Although SICOT is a global Society with an individual membership, we see an absolute need for a closer relationship with National Orthopaedic Societies on the one hand and International Subspecialty Societies on the other. For the latter, we want to establish cooperation as easily as possible to encourage common projects and to support joint meetings.
Combined meetings seem to be the key to fruitful partnerships between us and other scientific societies. To this end, we had an annual meeting together with the Royal College of Orthopaedic Surgeons of Thailand (RCOST) in 2009 and the Swedish Orthopaedic Society (SOF) in 2010. An annual meeting was also organised with the Brazilian Orthopaedic Society (SBOT) in 2014.
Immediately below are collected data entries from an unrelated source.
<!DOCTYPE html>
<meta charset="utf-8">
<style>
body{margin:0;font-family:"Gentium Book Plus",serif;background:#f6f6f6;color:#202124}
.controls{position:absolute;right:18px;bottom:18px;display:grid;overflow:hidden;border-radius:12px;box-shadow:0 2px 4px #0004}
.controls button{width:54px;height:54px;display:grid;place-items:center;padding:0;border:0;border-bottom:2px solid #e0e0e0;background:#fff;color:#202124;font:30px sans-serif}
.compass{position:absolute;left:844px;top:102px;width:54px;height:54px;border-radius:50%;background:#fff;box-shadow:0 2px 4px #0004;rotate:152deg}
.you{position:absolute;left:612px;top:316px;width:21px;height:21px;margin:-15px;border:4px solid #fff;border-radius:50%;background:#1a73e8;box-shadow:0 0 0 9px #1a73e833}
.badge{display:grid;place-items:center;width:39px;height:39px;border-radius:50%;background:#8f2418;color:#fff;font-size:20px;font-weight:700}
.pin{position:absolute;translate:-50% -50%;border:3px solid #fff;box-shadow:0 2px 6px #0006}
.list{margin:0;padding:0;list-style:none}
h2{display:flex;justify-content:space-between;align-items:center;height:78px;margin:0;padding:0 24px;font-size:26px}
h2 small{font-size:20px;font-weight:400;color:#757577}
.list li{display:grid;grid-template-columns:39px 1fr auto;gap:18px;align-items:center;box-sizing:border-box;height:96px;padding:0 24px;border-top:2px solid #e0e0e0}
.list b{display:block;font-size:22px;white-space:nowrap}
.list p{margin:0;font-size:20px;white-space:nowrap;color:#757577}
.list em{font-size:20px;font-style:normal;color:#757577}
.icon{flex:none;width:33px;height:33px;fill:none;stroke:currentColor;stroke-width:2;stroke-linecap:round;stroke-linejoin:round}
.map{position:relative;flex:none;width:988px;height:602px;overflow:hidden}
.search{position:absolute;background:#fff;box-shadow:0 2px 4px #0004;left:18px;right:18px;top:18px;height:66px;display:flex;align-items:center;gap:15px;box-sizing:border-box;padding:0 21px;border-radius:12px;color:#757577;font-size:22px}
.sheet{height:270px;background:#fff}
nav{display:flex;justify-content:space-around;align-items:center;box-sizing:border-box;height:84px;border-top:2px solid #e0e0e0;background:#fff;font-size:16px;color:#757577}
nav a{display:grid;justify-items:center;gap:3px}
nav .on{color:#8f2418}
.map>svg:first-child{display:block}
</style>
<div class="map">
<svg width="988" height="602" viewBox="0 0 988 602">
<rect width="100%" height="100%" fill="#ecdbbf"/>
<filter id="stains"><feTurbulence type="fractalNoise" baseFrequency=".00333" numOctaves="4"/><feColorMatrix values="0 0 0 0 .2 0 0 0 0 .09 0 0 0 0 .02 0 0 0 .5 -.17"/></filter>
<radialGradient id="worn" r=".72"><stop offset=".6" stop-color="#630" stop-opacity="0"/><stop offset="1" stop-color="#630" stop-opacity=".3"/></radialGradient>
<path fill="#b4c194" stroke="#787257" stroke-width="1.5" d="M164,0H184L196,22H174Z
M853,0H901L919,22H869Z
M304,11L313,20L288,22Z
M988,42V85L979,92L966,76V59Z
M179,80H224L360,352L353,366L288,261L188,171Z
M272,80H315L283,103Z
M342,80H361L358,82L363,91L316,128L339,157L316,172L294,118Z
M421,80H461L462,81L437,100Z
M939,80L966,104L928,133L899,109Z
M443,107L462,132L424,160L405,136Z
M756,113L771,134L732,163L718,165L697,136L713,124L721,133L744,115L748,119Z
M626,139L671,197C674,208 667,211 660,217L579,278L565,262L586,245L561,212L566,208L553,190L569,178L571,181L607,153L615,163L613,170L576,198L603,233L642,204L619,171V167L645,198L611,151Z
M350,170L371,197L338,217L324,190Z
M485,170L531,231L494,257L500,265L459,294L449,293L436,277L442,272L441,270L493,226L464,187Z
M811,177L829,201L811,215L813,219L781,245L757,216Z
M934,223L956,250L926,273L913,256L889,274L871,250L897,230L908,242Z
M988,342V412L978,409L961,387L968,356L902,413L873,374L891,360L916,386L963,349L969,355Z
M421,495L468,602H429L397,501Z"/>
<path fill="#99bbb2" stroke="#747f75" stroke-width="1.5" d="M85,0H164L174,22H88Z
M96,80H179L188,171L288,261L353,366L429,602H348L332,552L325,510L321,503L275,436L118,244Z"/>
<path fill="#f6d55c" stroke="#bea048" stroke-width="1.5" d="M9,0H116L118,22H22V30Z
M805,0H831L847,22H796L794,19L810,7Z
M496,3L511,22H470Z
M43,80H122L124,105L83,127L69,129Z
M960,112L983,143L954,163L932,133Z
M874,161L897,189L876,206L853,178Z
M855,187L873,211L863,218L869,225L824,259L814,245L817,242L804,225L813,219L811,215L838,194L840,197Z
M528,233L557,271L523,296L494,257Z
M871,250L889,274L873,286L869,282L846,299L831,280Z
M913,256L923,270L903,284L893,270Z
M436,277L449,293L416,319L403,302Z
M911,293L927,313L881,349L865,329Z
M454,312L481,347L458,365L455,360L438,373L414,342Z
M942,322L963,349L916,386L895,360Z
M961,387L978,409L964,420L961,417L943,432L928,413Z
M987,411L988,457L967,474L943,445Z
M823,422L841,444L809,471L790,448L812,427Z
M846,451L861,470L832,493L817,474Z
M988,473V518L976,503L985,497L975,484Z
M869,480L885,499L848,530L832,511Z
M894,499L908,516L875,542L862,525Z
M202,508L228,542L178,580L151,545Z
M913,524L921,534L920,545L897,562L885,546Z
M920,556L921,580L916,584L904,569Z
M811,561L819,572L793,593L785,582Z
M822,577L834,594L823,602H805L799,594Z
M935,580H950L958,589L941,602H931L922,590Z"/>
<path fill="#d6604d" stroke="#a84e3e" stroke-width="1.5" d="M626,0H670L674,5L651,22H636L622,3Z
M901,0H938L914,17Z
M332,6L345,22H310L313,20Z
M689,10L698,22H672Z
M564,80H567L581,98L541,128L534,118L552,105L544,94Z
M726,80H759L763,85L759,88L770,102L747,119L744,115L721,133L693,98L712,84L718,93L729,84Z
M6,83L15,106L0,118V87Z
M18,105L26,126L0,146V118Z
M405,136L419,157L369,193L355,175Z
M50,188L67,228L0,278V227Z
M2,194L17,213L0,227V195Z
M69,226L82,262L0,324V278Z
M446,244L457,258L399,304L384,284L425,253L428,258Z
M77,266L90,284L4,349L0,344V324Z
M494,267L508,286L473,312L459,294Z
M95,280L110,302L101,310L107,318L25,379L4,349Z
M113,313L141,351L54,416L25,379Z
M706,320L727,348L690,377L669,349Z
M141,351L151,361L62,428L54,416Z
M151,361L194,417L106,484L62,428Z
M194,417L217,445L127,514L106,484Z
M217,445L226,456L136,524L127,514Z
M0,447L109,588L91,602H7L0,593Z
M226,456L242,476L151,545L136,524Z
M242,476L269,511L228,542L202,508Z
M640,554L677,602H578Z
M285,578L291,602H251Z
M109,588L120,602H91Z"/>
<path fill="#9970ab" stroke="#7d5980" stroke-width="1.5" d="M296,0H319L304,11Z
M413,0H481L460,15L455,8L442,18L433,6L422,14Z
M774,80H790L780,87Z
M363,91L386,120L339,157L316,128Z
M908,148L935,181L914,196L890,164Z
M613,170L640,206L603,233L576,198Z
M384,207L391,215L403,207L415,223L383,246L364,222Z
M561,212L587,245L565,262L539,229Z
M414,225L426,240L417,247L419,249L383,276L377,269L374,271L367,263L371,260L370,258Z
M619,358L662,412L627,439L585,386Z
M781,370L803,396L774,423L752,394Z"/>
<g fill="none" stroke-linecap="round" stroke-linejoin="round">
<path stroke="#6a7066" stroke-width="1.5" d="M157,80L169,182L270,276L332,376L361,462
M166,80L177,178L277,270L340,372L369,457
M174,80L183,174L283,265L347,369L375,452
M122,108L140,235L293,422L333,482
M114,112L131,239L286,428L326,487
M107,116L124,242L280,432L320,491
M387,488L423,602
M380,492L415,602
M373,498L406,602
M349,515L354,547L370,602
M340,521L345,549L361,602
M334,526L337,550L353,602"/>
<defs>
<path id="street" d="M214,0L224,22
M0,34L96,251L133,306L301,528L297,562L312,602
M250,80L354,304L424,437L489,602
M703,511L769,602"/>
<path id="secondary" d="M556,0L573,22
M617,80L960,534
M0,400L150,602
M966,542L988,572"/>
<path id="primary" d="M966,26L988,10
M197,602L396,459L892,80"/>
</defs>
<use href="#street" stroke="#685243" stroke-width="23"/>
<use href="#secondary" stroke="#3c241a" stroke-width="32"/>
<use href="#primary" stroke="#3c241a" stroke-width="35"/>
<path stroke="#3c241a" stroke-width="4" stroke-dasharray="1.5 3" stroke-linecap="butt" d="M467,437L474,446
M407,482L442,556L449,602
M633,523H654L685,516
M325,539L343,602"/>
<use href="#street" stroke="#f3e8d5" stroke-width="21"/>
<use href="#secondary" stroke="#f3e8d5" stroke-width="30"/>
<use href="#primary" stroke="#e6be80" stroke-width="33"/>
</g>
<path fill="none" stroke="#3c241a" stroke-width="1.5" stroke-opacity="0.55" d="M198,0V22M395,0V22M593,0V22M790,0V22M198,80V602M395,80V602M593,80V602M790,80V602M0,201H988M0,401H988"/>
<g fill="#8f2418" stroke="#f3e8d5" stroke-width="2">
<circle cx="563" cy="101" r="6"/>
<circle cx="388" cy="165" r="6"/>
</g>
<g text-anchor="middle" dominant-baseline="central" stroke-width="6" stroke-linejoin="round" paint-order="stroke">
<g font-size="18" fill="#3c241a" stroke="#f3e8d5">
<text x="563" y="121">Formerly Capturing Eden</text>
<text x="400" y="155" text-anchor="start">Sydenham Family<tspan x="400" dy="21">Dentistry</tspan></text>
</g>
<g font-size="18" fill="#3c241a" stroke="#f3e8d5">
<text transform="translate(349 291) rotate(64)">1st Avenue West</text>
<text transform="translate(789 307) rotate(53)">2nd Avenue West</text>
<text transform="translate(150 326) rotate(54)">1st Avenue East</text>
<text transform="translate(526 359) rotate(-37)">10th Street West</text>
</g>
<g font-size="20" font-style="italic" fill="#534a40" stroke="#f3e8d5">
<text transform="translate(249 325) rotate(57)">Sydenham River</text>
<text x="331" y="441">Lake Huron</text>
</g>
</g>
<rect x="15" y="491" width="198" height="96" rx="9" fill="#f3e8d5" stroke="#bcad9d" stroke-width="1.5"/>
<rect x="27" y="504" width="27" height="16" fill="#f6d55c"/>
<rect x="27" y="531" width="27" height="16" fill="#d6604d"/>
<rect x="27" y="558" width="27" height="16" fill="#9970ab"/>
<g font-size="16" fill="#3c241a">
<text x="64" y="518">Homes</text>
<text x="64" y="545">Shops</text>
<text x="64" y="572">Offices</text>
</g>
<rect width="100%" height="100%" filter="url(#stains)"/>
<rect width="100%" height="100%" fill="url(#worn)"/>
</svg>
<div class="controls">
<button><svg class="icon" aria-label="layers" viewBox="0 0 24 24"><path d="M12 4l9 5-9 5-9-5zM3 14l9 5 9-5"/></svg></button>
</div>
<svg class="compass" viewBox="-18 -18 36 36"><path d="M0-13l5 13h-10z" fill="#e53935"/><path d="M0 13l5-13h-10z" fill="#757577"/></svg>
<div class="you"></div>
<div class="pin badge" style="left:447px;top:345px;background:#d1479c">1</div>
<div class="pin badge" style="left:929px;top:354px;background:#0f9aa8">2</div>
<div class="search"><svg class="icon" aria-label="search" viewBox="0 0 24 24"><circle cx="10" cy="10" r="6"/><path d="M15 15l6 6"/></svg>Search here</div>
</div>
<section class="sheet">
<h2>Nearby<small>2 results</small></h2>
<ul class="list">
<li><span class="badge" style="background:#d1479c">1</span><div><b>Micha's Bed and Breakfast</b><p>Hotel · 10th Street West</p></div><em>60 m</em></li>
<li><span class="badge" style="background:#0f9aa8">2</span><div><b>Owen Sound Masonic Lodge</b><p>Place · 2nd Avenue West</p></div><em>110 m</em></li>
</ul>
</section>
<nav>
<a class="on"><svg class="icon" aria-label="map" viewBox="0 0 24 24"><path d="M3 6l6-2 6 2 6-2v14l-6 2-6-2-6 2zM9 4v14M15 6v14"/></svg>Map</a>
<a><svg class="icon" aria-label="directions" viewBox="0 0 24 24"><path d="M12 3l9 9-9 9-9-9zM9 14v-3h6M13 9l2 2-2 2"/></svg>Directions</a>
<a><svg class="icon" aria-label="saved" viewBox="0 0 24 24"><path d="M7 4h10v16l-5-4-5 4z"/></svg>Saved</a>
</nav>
The SICOT Officers regularly attend the annual meetings of selected national societies and invite Presidents of national and subspecialty societies to SICOT meetings. These personal contacts seem to us an important step towards a lively and successful communication to begin the planning of common projects.
The partnership campaign, "Friendship Nations", honours specific nations at our annual meetings. The Officers of the National Society have a place of honour during the meetings. A number of privileges are arranged for them and for the participants of the selected Nation.
The 2009 Friendship Nation in Pattaya, Thailand, was India; the following Nation to be honoured at the Gothenburg Conference in 2010 was Japan; and for the meeting in 2011 in Prague, China and Russian-speaking countries accepted to become Friendship Nations of SICOT. SICOT welcomed the Pan Arab Orthopaedic Association (PAOA) as Friendship Society in 2012, and in 2013 APOA and SAARC member countries were the Friendship Nations. In 2014 and 2015, the Latin American Society of Orthopaedics & Traumatology (SLAOT) and Asia Pacific Orthopaedic Association (APOA) member countries were the Friendship Nations. In 2016 it was Italy's turn and in 2017 all African nations were the Friendship Nations. In 2018, all Latin American nations are the Friendship Nations.
We hope that this continuous close communication will help all of us reach some of our common goals, for example, providing the best possible care to our patients, assuring a sound, continuing education during the entire professional life of a surgeon and increasing global awareness of and support for research programmes in the musculoskeletal field.